**YOUR INSTRUCTIONS**
Scan the data below for lines holding the word "position", and copy each line found.

**RECORDS FOR THIS EXERCISE**

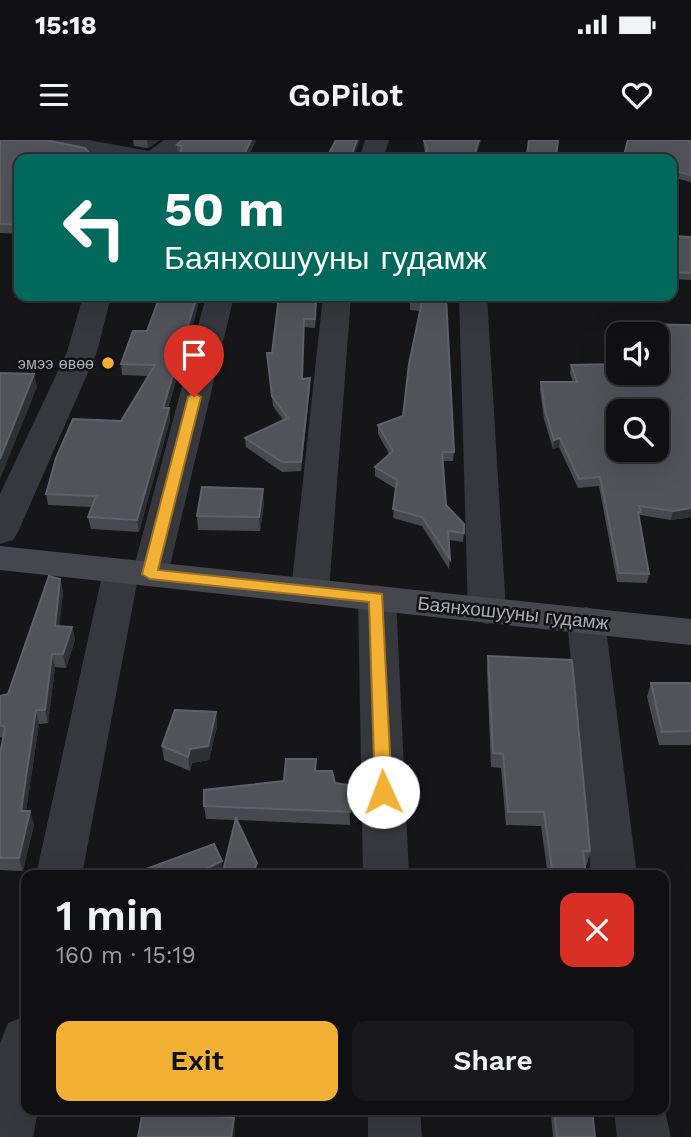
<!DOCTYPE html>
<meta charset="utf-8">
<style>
body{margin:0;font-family:"Work Sans",sans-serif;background:#19191b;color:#f1f3f6;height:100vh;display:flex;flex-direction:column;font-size:26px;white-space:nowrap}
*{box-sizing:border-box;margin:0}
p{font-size:23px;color:#9c9d9f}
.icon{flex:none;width:38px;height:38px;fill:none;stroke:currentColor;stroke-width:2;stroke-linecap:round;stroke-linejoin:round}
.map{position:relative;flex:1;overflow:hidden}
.panel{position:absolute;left:21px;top:730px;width:648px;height:245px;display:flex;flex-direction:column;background:#101012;border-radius:14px;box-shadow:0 7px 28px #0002,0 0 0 2px #303032}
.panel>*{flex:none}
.top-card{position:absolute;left:14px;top:14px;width:663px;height:147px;border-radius:14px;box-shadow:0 7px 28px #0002,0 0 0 2px #303032;background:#00695c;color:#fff;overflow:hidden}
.controls{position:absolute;left:606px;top:182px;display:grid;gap:14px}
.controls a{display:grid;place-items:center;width:63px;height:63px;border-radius:14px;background:#101012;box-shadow:0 7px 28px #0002,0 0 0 2px #303032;font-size:35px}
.pin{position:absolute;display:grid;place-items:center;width:60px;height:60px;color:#fff;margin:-72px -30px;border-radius:50% 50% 50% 0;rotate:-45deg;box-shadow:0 0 7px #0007}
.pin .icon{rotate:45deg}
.me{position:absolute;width:77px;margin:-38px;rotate:358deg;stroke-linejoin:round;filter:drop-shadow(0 0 5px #0008)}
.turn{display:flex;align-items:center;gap:24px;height:147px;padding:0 35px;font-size:32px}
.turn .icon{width:91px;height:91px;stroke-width:2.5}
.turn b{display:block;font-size:49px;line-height:60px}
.round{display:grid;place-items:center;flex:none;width:74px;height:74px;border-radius:14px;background:#19191b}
.head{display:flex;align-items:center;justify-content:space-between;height:119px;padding:0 35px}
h1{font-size:42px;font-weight:600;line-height:52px}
.primary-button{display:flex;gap:14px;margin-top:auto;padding:14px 35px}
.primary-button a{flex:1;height:80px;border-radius:14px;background:#f2b134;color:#111;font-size:28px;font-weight:600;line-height:80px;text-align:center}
.primary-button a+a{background:#19191b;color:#f1f3f6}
.status{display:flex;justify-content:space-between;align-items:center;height:49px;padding:0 35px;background:#101012;direction:ltr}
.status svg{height:19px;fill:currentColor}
header{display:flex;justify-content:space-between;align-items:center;height:91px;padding:0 35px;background:#101012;font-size:32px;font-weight:600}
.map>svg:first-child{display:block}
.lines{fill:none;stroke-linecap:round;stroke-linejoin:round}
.street{fill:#37383d;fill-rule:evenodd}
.secondary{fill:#45474d;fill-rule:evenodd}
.wall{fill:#47494d}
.shaded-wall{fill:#2f3033}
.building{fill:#525359;stroke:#5f6168;stroke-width:2;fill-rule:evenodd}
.route{fill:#f2b134;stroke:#9d7322;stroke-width:2}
.poi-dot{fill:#f2b134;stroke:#111113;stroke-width:2.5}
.labels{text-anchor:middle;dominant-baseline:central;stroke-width:5;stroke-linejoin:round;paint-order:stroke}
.far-poi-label{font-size:16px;fill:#a8adb8;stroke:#111113;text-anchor:end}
.street-label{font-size:19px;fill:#a8adb8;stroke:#111113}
</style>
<div class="status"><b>15:18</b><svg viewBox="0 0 49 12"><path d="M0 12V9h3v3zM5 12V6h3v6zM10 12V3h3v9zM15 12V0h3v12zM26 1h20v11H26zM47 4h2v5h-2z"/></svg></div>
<header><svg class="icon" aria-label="menu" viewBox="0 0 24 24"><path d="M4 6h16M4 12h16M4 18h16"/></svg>GoPilot<svg class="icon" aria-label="heart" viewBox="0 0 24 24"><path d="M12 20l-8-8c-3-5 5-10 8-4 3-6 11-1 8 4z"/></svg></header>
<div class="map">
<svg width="691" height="997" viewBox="0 0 691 997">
<rect width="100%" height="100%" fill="#161618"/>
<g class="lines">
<g class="street">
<polygon points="37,0 88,0 149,11 164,0 192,0 169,19 113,19 41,5"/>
<polygon points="365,0 389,0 383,19 359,19"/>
<polygon points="83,156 111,156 97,212 18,392 13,400 0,404 0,354 67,212"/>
<polygon points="206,156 234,156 168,434 163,443 150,446 137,443 82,735 36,735 103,431 108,422 121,419 135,423"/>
<polygon points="323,156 351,156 329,451 323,460 310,464 297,460 291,451"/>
<polygon points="459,156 487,156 506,471 500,480 487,484 474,480 468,471"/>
<polygon points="377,445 390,449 396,458 409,735 363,735 358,458 364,449"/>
<polygon points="586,467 599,471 605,480 637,735 591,735 567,480 573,471"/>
<polygon points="26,876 26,970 38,970 33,997 0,997 0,903 8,883"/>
<polygon points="663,963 671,997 617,997 614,970 663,970"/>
<polygon points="368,970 420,970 422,997 368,997"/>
</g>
<polygon class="secondary" points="0,406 691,479 691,505 0,430"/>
</g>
<g class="wall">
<polygon points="0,0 19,19 19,94 0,93"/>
<polygon points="133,0 160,0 148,8 134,6"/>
<polygon points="182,0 179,16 178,15 177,5"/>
<polygon points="423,0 481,0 475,19 425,13"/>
<polygon points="529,0 558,0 556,19 527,19"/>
<polygon points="691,0 691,42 672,37 672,19"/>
<polygon points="672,96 691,97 691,140 672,139"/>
<polygon points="150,156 200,156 195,177 168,268 169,268 170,280 139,392 91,389 88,377 92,367 48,365 46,354 121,281 148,236 122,235 121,224 147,191 158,160"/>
<polygon points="317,156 315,188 304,187 302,239 310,248 301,331 282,332 246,307 245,298 283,280 273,266 267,213 272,213"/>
<polygon points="399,156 446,156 454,312 453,321 443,321 446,365 464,393 463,402 449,400 450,419 449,429 422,386 393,378 396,349 375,336 375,327 389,314 378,294 378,285 403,276 420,171 410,170 410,161 399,161"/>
<polygon points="626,184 691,185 691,377 671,380 640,375 639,379 649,434 647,443 617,442 599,346 578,348 559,307 553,309 544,279 540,250 541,242 573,242 570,234 571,225 656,233 618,194 618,208 615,197 617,188 625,189"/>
<polygon points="264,363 260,391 198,390 197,376"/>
<polygon points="60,439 63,452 59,486 72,487 75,500 66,528 55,527 48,583 39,584 26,671 34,684 23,731 0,730 0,615 3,598 0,597 0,556 8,554"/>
<polygon points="488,516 590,711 587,725 584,725 586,735 533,735 534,729 547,729 541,686 506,685 501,628 491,627 487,530"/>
<polygon points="651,543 691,543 691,605 659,605 647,557"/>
<polygon points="216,572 217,586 209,620 192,623 190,631 164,620 162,606"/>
<polygon points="316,631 335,643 349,645 350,685 237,680 258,734 257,735 225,735 224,727 236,680 206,679 204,666"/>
<polygon points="552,970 592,970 595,997 553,997 551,975"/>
</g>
<g class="shaded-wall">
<polygon points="147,0 160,0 148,8"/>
<polygon points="251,0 256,0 248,19 242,19"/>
<polygon points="357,0 360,0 353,19 350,19"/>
<polygon points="479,0 481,0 475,19 473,19"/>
<polygon points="197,156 200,156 195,177 164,280 163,268"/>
<polygon points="34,234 37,247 0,339 0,319"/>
<polygon points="310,238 310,248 301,331 301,322"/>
<polygon points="169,268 170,280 139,392 137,380"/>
<polygon points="560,298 559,307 553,309 554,300"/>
<polygon points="263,349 264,363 260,391 259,377"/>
<polygon points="691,368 691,377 671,380 673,371"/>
<polygon points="60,439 63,452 58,499 55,486"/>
<polygon points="72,487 75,500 66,528 63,514"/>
<polygon points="52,514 55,527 48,583 45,570"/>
<polygon points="36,570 39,584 24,684 21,671"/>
<polygon points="216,572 217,586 209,620 192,623 190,631 188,617 190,609"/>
<polygon points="30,671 34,684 23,731 19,718"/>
<polygon points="222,721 223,731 214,735 194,735"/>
<polygon points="257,723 257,735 252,735"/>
<polygon points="234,978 235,989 234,997 231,997"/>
</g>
<g class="building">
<polygon points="0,0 45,0 85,8 94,19 19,19 19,85 0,84"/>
<polygon points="182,0 251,0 242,19 179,19 182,6 177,5"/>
<polygon points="336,0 357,0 350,19 326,19"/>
<polygon points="424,0 479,0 473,19 424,19 427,8"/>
<polygon points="529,0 558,0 556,16 527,15"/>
<polygon points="628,0 691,0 691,35 672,30 672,19 623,19"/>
<polygon points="672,96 691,97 691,133 672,132"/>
<polygon points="160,156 197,156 163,268 169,268 137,380 88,377 96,356 46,354 56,318 73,279 121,281 155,225 121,224 133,191 147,191"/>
<polygon points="279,156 316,156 315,179 304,179 302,239 310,238 301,322 282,322 245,298 288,278 272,256 267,213 272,213"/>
<polygon points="410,156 446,156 454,312 442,312 446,365 464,384 464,393 448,391 450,419 422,377 393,369 397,340 375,327 393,311 378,285 403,276 409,224 422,162 410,162"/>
<path d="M626,184L691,185V368L673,371L639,366L641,372H638L649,434L619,433L600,337L579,339L560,298L554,300L545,270L541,242H577L571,225L618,224V233H656V194H618L617,188L627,189ZM618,271H656V310H618Z"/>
<polygon points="0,233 34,234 0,319"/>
<polygon points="202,347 263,349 259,377 197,376"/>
<polygon points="49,436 60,439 55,486 72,487 63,514 52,514 45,570 36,570 21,671 30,671 19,718 0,718 0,615 5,587 0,585 0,556 8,554"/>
<polygon points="488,516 572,520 590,711 583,711 586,735 535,735 534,729 552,729 544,672 508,672 503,614 493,613"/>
<polygon points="651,543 691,543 691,591 662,592"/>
<polygon points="175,570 216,572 208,606 190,609 188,617 162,606"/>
<polygon points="286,619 316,619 315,631 332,631 335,643 349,645 350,672 204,666 204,650 284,641"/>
<polygon points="236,678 257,723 252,735 229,735 224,727"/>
<polygon points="214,704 222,721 194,735 130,735"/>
<polygon points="143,970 177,970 177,973 234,978 231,997 138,997"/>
<polygon points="554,970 592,970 595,997 557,997"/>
</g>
<polygon class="route" points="194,253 201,257 158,430 382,454 392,652 390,657 377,657 375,652 369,462 150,439 142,434 188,257"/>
<circle class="poi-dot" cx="108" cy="223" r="7"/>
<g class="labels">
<g class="far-poi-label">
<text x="94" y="223">эмээ өвөө</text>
</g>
<g class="street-label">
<text transform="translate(513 473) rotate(6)">Баянхошууны гудамж</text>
</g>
</g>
</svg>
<div class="controls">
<a><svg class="icon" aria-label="sound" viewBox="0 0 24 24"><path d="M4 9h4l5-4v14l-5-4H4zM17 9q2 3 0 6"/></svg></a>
<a><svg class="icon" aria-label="search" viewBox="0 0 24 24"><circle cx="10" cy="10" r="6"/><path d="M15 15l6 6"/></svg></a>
</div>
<div class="pin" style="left:194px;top:257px;background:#d93025"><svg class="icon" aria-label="arrive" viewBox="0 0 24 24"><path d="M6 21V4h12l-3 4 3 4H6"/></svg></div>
<svg class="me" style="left:383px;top:652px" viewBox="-20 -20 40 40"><circle r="19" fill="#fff"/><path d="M0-13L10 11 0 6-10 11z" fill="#f2b134"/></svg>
<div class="top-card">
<div class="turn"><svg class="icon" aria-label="left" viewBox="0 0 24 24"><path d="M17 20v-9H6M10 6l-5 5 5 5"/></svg><div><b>50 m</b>Баянхошууны гудамж</div></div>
</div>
<section class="panel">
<div class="head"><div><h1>1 min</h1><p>160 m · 15:19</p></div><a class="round" style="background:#d93025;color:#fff"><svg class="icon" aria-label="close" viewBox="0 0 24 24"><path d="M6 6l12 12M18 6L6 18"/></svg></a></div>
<div class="primary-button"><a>Exit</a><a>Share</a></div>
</section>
</div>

**RESULT BELOW**
.map{position:relative;flex:1;overflow:hidden}
.panel{position:absolute;left:21px;top:730px;width:648px;height:245px;display:flex;flex-direction:column;background:#101012;border-radius:14px;box-shadow:0 7px 28px #0002,0 0 0 2px #303032}
.top-card{position:absolute;left:14px;top:14px;width:663px;height:147px;border-radius:14px;box-shadow:0 7px 28px #0002,0 0 0 2px #303032;background:#00695c;color:#fff;overflow:hidden}
.controls{position:absolute;left:606px;top:182px;display:grid;gap:14px}
.pin{position:absolute;display:grid;place-items:center;width:60px;height:60px;color:#fff;margin:-72px -30px;border-radius:50% 50% 50% 0;rotate:-45deg;box-shadow:0 0 7px #0007}
.me{position:absolute;width:77px;margin:-38px;rotate:358deg;stroke-linejoin:round;filter:drop-shadow(0 0 5px #0008)}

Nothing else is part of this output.